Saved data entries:
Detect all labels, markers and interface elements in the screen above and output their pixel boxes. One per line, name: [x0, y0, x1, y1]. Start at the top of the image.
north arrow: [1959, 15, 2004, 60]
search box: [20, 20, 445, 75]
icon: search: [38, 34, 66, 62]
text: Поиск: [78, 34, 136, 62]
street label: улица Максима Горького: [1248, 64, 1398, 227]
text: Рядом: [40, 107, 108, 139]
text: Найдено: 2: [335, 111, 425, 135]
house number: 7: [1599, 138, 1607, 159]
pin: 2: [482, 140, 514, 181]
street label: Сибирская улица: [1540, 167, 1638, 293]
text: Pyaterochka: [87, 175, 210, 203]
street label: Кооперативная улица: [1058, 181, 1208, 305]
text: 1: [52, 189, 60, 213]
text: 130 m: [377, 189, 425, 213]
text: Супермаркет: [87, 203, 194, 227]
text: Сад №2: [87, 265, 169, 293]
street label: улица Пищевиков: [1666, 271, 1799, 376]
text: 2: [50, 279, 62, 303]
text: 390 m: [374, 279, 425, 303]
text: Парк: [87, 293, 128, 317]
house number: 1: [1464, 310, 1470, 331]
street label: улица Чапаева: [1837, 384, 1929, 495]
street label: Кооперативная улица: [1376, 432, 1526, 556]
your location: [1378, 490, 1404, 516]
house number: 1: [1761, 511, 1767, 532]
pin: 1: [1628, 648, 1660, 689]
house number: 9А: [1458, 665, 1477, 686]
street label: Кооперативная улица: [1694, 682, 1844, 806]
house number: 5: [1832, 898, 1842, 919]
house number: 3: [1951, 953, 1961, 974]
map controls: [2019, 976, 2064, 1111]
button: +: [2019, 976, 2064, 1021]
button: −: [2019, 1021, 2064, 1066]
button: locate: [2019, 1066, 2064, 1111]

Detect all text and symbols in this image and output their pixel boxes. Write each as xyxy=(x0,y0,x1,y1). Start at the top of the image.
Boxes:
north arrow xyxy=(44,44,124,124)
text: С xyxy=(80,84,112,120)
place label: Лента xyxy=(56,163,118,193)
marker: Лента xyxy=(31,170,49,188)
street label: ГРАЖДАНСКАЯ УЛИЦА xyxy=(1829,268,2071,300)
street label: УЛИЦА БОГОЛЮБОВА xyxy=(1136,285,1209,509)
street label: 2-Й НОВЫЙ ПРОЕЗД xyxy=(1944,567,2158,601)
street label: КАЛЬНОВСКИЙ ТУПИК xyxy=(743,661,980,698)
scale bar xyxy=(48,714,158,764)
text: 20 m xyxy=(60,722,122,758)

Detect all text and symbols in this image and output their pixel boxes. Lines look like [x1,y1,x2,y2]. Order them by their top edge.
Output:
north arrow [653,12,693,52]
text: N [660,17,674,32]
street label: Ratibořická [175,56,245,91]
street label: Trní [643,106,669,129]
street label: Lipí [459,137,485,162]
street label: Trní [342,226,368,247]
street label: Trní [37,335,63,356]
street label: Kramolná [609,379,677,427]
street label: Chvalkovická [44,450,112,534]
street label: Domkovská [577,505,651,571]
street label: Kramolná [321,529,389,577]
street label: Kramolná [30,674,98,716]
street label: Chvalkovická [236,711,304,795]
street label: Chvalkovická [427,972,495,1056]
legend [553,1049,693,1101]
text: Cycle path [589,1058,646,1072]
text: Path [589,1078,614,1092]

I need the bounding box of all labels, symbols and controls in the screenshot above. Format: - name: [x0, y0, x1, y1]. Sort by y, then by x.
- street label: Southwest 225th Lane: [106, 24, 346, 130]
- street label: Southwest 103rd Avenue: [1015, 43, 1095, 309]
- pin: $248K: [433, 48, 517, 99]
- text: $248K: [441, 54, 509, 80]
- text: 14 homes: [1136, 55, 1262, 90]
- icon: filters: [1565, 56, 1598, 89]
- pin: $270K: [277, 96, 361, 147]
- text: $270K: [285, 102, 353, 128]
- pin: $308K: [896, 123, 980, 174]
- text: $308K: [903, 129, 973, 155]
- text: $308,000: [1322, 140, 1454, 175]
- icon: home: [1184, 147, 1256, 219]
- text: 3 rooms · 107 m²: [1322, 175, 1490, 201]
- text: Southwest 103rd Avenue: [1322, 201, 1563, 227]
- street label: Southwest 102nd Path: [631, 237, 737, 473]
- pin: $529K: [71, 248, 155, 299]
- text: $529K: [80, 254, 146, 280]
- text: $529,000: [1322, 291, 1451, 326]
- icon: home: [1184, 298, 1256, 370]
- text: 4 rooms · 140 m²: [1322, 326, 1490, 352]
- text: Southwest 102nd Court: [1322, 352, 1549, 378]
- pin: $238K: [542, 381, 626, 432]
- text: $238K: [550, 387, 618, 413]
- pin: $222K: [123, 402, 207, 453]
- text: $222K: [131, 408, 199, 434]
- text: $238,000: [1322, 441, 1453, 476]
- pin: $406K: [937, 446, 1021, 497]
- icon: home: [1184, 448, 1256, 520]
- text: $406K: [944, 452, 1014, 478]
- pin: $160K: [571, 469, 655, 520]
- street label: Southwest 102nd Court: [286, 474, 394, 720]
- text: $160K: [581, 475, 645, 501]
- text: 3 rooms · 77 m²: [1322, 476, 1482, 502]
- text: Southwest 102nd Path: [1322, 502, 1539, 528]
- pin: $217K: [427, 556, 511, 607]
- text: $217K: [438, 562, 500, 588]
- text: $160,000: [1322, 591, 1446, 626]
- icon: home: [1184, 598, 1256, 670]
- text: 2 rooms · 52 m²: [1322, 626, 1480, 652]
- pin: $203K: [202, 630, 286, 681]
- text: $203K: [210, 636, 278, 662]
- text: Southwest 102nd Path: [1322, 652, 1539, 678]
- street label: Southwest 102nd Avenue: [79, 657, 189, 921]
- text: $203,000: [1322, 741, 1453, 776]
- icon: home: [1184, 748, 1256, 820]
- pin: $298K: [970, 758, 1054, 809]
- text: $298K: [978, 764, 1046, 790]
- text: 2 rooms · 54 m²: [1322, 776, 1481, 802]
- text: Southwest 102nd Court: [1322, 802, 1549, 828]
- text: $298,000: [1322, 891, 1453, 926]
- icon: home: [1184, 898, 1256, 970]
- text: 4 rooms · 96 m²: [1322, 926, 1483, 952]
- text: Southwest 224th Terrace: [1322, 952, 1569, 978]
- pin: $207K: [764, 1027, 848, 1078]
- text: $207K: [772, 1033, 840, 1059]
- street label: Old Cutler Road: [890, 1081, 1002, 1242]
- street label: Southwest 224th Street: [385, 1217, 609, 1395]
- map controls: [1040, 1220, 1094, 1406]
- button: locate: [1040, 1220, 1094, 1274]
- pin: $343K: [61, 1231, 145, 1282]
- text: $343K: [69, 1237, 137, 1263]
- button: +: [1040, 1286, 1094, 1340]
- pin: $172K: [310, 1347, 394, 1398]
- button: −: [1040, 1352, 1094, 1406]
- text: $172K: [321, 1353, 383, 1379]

## Task requirements
Print each entry exactly as it was written.

## Response
Detect all labels, markers and interface elements in the screen above and output their pixel boxes. One per line, name: [x0, y0, x1, y1]. Start at the top of the image.
north arrow: [1959, 15, 2004, 60]
search box: [20, 20, 445, 75]
icon: search: [38, 34, 66, 62]
text: Поиск: [78, 34, 136, 62]
street label: улица Максима Горького: [1248, 64, 1398, 227]
text: Рядом: [40, 107, 108, 139]
text: Найдено: 2: [335, 111, 425, 135]
house number: 7: [1599, 138, 1607, 159]
pin: 2: [482, 140, 514, 181]
street label: Сибирская улица: [1540, 167, 1638, 293]
text: Pyaterochka: [87, 175, 210, 203]
street label: Кооперативная улица: [1058, 181, 1208, 305]
text: 1: [52, 189, 60, 213]
text: 130 m: [377, 189, 425, 213]
text: Супермаркет: [87, 203, 194, 227]
text: Сад №2: [87, 265, 169, 293]
street label: улица Пищевиков: [1666, 271, 1799, 376]
text: 2: [50, 279, 62, 303]
text: 390 m: [374, 279, 425, 303]
text: Парк: [87, 293, 128, 317]
house number: 1: [1464, 310, 1470, 331]
street label: улица Чапаева: [1837, 384, 1929, 495]
street label: Кооперативная улица: [1376, 432, 1526, 556]
your location: [1378, 490, 1404, 516]
house number: 1: [1761, 511, 1767, 532]
pin: 1: [1628, 648, 1660, 689]
house number: 9А: [1458, 665, 1477, 686]
street label: Кооперативная улица: [1694, 682, 1844, 806]
house number: 5: [1832, 898, 1842, 919]
house number: 3: [1951, 953, 1961, 974]
map controls: [2019, 976, 2064, 1111]
button: +: [2019, 976, 2064, 1021]
button: −: [2019, 1021, 2064, 1066]
button: locate: [2019, 1066, 2064, 1111]

Detect all text and symbols in this image and output their pixel boxes. Write each as xyxy=(x0,y0,x1,y1). Start at the top of the image.
Boxes:
north arrow xyxy=(44,44,124,124)
text: С xyxy=(80,84,112,120)
place label: Лента xyxy=(56,163,118,193)
marker: Лента xyxy=(31,170,49,188)
street label: ГРАЖДАНСКАЯ УЛИЦА xyxy=(1829,268,2071,300)
street label: УЛИЦА БОГОЛЮБОВА xyxy=(1136,285,1209,509)
street label: 2-Й НОВЫЙ ПРОЕЗД xyxy=(1944,567,2158,601)
street label: КАЛЬНОВСКИЙ ТУПИК xyxy=(743,661,980,698)
scale bar xyxy=(48,714,158,764)
text: 20 m xyxy=(60,722,122,758)

Detect all text and symbols in this image and output their pixel boxes. Lines look like [x1,y1,x2,y2]. Order them by their top edge.
Output:
north arrow [653,12,693,52]
text: N [660,17,674,32]
street label: Ratibořická [175,56,245,91]
street label: Trní [643,106,669,129]
street label: Lipí [459,137,485,162]
street label: Trní [342,226,368,247]
street label: Trní [37,335,63,356]
street label: Kramolná [609,379,677,427]
street label: Chvalkovická [44,450,112,534]
street label: Domkovská [577,505,651,571]
street label: Kramolná [321,529,389,577]
street label: Kramolná [30,674,98,716]
street label: Chvalkovická [236,711,304,795]
street label: Chvalkovická [427,972,495,1056]
legend [553,1049,693,1101]
text: Cycle path [589,1058,646,1072]
text: Path [589,1078,614,1092]

I need the bounding box of all labels, symbols and controls in the screenshot above. Format: - name: [x0, y0, x1, y1]. Sort by y, then by x.
- street label: Southwest 225th Lane: [106, 24, 346, 130]
- street label: Southwest 103rd Avenue: [1015, 43, 1095, 309]
- pin: $248K: [433, 48, 517, 99]
- text: $248K: [441, 54, 509, 80]
- text: 14 homes: [1136, 55, 1262, 90]
- icon: filters: [1565, 56, 1598, 89]
- pin: $270K: [277, 96, 361, 147]
- text: $270K: [285, 102, 353, 128]
- pin: $308K: [896, 123, 980, 174]
- text: $308K: [903, 129, 973, 155]
- text: $308,000: [1322, 140, 1454, 175]
- icon: home: [1184, 147, 1256, 219]
- text: 3 rooms · 107 m²: [1322, 175, 1490, 201]
- text: Southwest 103rd Avenue: [1322, 201, 1563, 227]
- street label: Southwest 102nd Path: [631, 237, 737, 473]
- pin: $529K: [71, 248, 155, 299]
- text: $529K: [80, 254, 146, 280]
- text: $529,000: [1322, 291, 1451, 326]
- icon: home: [1184, 298, 1256, 370]
- text: 4 rooms · 140 m²: [1322, 326, 1490, 352]
- text: Southwest 102nd Court: [1322, 352, 1549, 378]
- pin: $238K: [542, 381, 626, 432]
- text: $238K: [550, 387, 618, 413]
- pin: $222K: [123, 402, 207, 453]
- text: $222K: [131, 408, 199, 434]
- text: $238,000: [1322, 441, 1453, 476]
- pin: $406K: [937, 446, 1021, 497]
- icon: home: [1184, 448, 1256, 520]
- text: $406K: [944, 452, 1014, 478]
- pin: $160K: [571, 469, 655, 520]
- street label: Southwest 102nd Court: [286, 474, 394, 720]
- text: $160K: [581, 475, 645, 501]
- text: 3 rooms · 77 m²: [1322, 476, 1482, 502]
- text: Southwest 102nd Path: [1322, 502, 1539, 528]
- pin: $217K: [427, 556, 511, 607]
- text: $217K: [438, 562, 500, 588]
- text: $160,000: [1322, 591, 1446, 626]
- icon: home: [1184, 598, 1256, 670]
- text: 2 rooms · 52 m²: [1322, 626, 1480, 652]
- pin: $203K: [202, 630, 286, 681]
- text: $203K: [210, 636, 278, 662]
- text: Southwest 102nd Path: [1322, 652, 1539, 678]
- street label: Southwest 102nd Avenue: [79, 657, 189, 921]
- text: $203,000: [1322, 741, 1453, 776]
- icon: home: [1184, 748, 1256, 820]
- pin: $298K: [970, 758, 1054, 809]
- text: $298K: [978, 764, 1046, 790]
- text: 2 rooms · 54 m²: [1322, 776, 1481, 802]
- text: Southwest 102nd Court: [1322, 802, 1549, 828]
- text: $298,000: [1322, 891, 1453, 926]
- icon: home: [1184, 898, 1256, 970]
- text: 4 rooms · 96 m²: [1322, 926, 1483, 952]
- text: Southwest 224th Terrace: [1322, 952, 1569, 978]
- pin: $207K: [764, 1027, 848, 1078]
- text: $207K: [772, 1033, 840, 1059]
- street label: Old Cutler Road: [890, 1081, 1002, 1242]
- street label: Southwest 224th Street: [385, 1217, 609, 1395]
- map controls: [1040, 1220, 1094, 1406]
- button: locate: [1040, 1220, 1094, 1274]
- pin: $343K: [61, 1231, 145, 1282]
- text: $343K: [69, 1237, 137, 1263]
- button: +: [1040, 1286, 1094, 1340]
- pin: $172K: [310, 1347, 394, 1398]
- button: −: [1040, 1352, 1094, 1406]
- text: $172K: [321, 1353, 383, 1379]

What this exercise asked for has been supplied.